■ Your objective ■
In the entries below, find the lines with the word "bottom" and copy them.

■ Given data ■
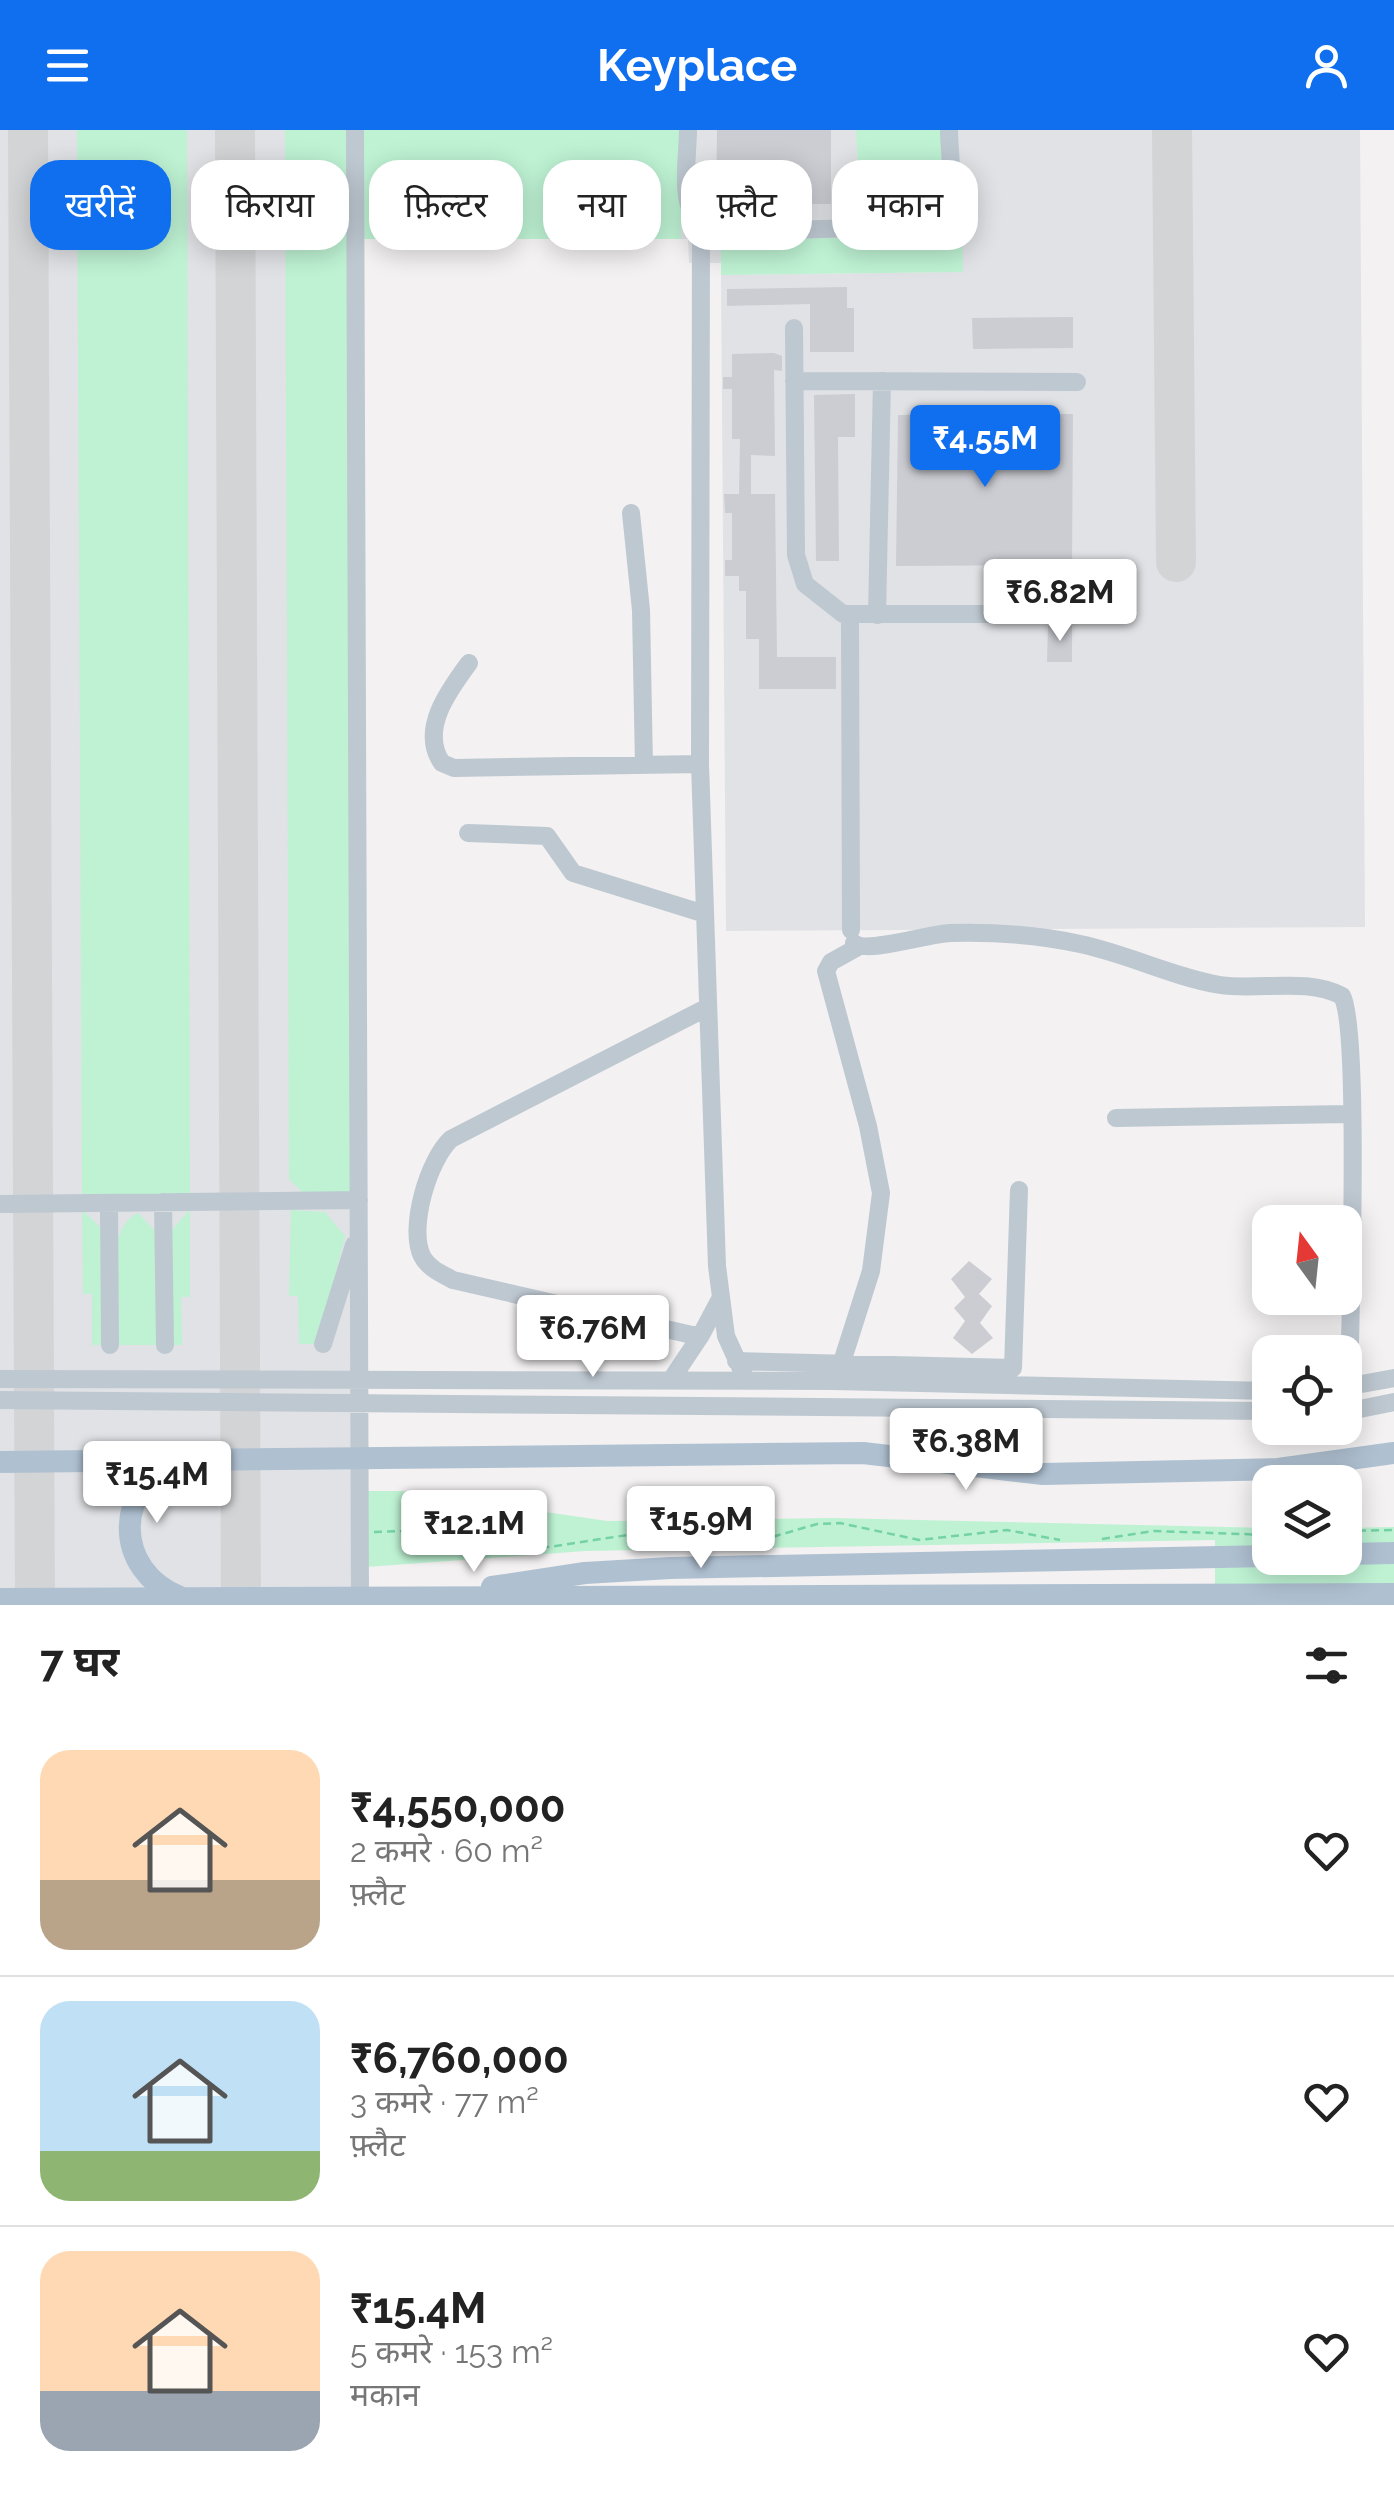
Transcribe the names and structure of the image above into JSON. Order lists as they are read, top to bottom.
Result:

* * *

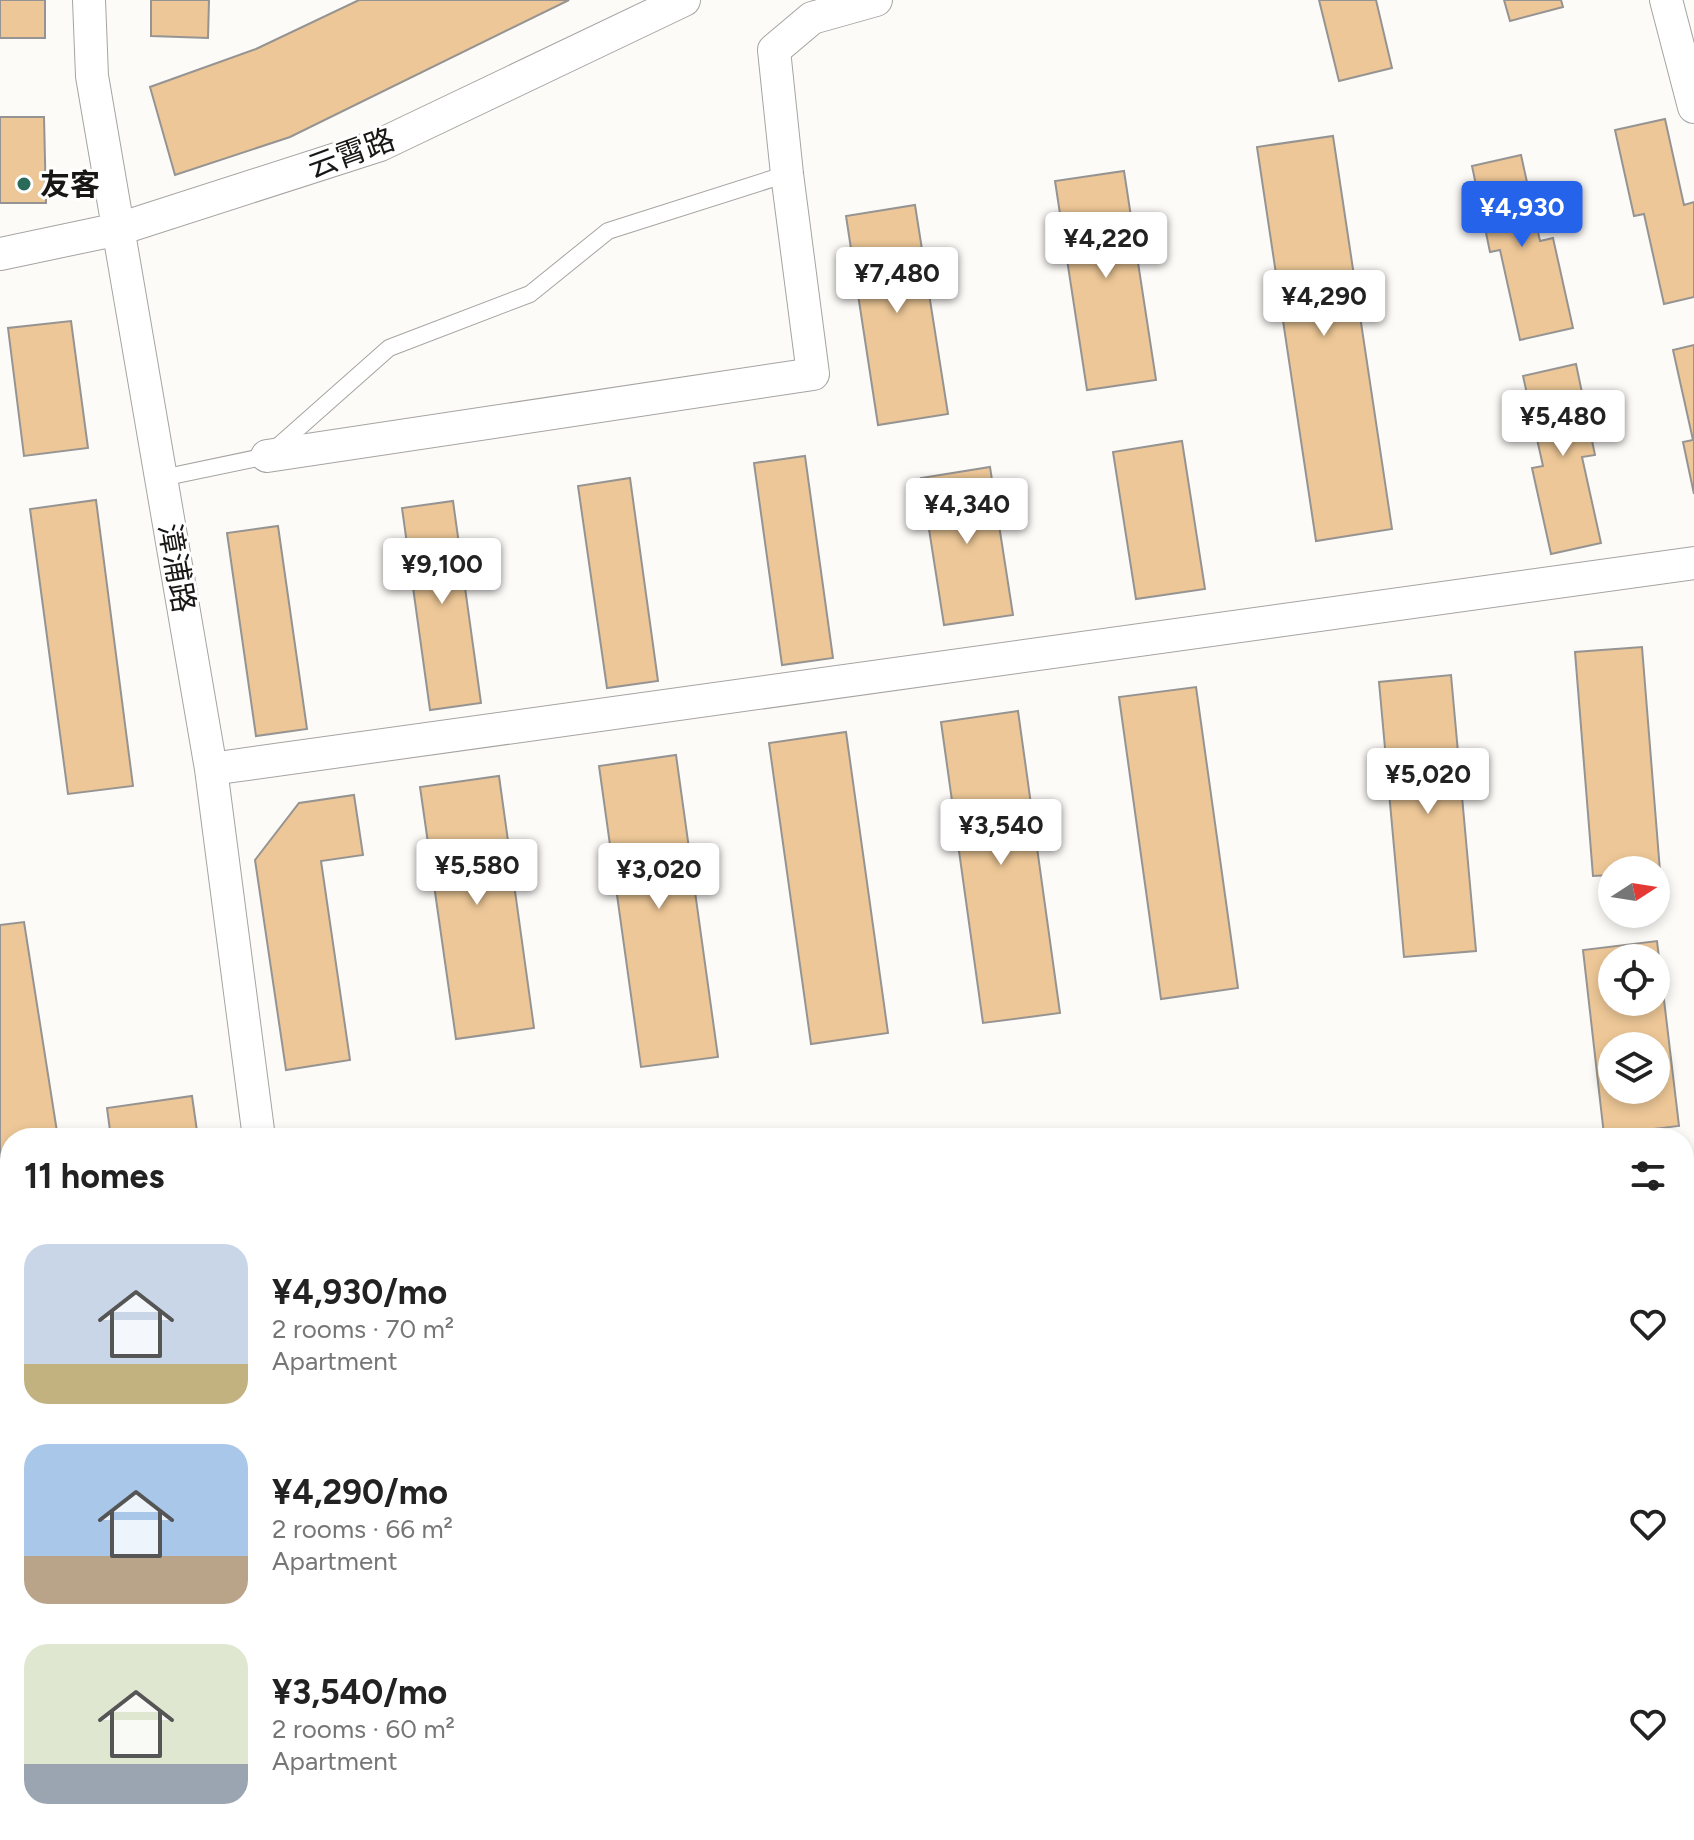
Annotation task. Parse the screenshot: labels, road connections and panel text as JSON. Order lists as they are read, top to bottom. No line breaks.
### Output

==

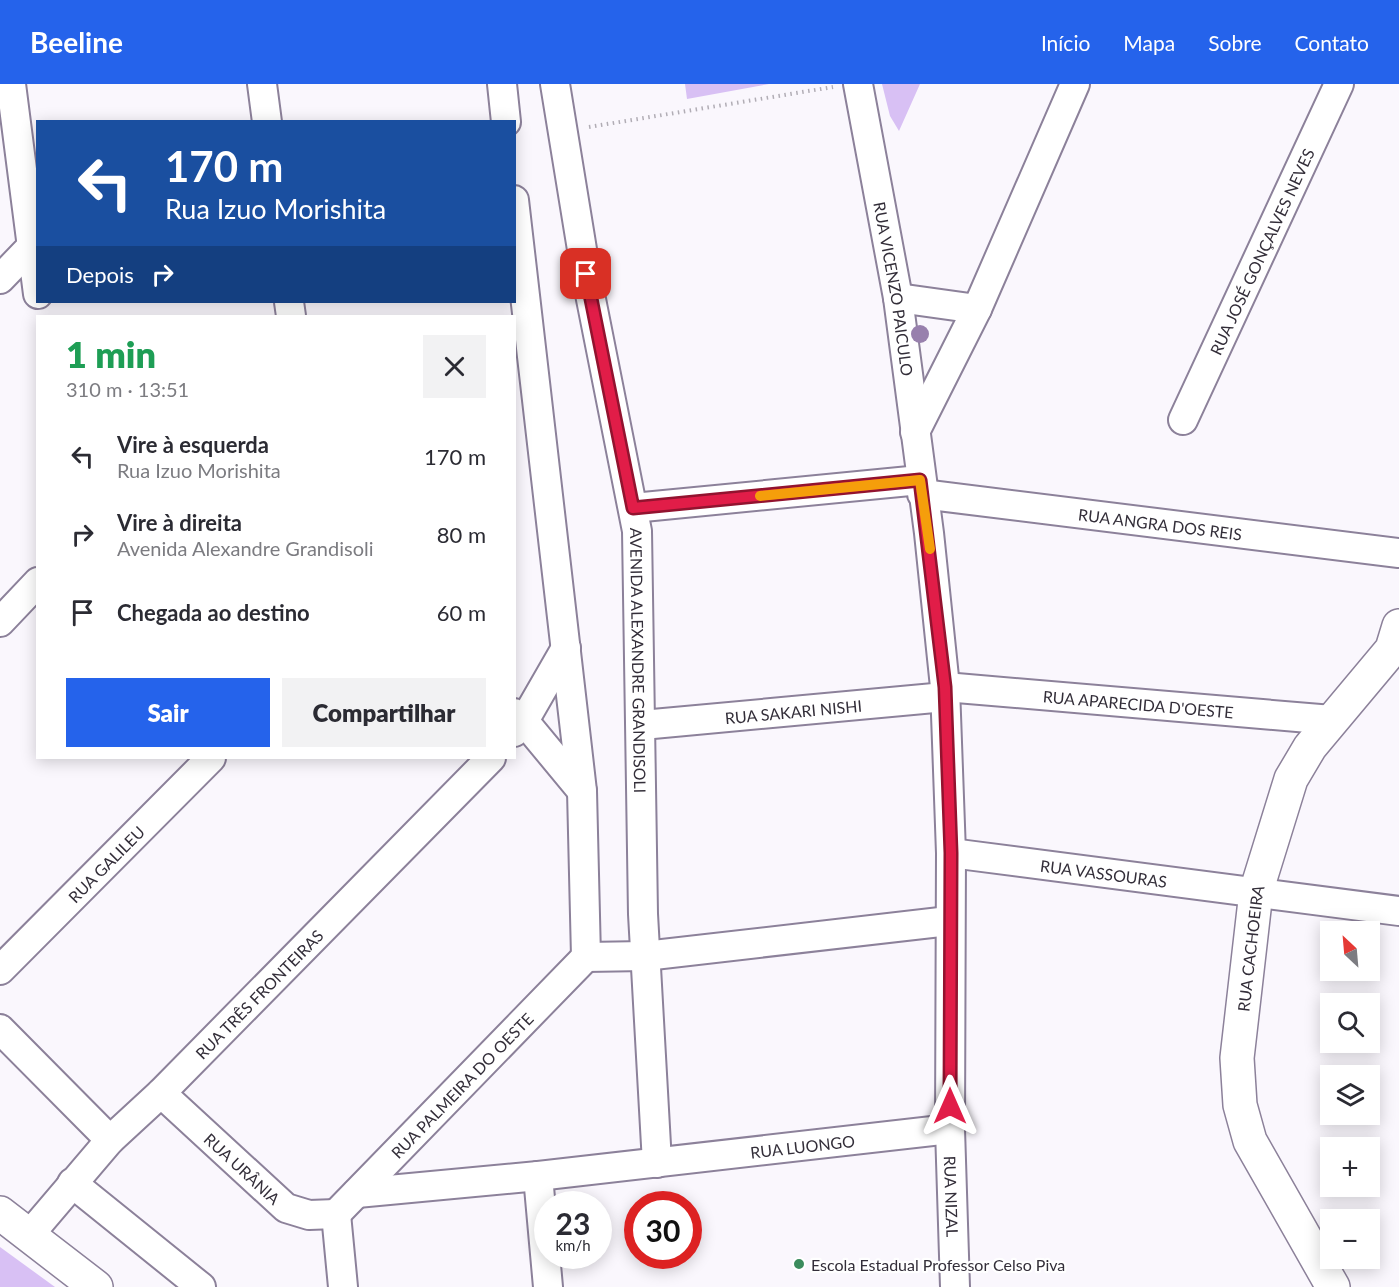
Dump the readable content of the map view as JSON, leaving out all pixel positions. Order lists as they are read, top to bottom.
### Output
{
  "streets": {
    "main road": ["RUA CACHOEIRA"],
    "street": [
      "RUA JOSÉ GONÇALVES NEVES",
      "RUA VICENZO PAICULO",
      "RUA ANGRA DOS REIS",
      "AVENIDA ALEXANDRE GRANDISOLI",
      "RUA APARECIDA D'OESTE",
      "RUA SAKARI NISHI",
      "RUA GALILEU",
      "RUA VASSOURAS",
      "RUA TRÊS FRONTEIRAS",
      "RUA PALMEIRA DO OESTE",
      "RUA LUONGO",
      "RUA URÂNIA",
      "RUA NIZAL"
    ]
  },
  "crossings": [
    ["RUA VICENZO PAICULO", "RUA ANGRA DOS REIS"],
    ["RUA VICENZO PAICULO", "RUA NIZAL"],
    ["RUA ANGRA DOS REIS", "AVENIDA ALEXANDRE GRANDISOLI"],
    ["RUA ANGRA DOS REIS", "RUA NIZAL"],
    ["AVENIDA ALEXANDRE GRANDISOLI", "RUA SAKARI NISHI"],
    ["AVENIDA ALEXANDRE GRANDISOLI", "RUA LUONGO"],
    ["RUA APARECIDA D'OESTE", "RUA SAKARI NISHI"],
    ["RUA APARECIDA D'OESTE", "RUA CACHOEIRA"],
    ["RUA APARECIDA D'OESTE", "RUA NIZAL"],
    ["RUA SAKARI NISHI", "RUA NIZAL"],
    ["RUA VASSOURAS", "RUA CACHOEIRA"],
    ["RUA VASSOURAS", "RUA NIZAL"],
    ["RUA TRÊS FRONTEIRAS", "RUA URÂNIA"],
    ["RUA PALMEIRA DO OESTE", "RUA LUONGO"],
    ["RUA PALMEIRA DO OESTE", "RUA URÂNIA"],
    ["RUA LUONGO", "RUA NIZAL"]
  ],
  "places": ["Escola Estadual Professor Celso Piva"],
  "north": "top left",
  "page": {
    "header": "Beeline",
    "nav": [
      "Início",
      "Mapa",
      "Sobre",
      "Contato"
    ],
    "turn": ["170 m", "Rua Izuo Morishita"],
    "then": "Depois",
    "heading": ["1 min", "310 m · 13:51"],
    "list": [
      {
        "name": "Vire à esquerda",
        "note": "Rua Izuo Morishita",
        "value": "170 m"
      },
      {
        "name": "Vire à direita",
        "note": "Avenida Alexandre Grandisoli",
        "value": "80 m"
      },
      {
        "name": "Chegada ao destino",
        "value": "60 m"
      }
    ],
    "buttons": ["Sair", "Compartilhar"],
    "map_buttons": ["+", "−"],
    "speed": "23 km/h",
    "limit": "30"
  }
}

■ Response box ■
Transcribe the names and structure of the image above into JSON. Order lists as they are read, top to bottom.
Annotation task. Parse the screenshot: labels, road connections and panel text as JSON. Order lists as they are read, top to bottom. No line breaks.
Dump the readable content of the map view as JSON, leaving out all pixel positions. Order lists as they are read, top to bottom.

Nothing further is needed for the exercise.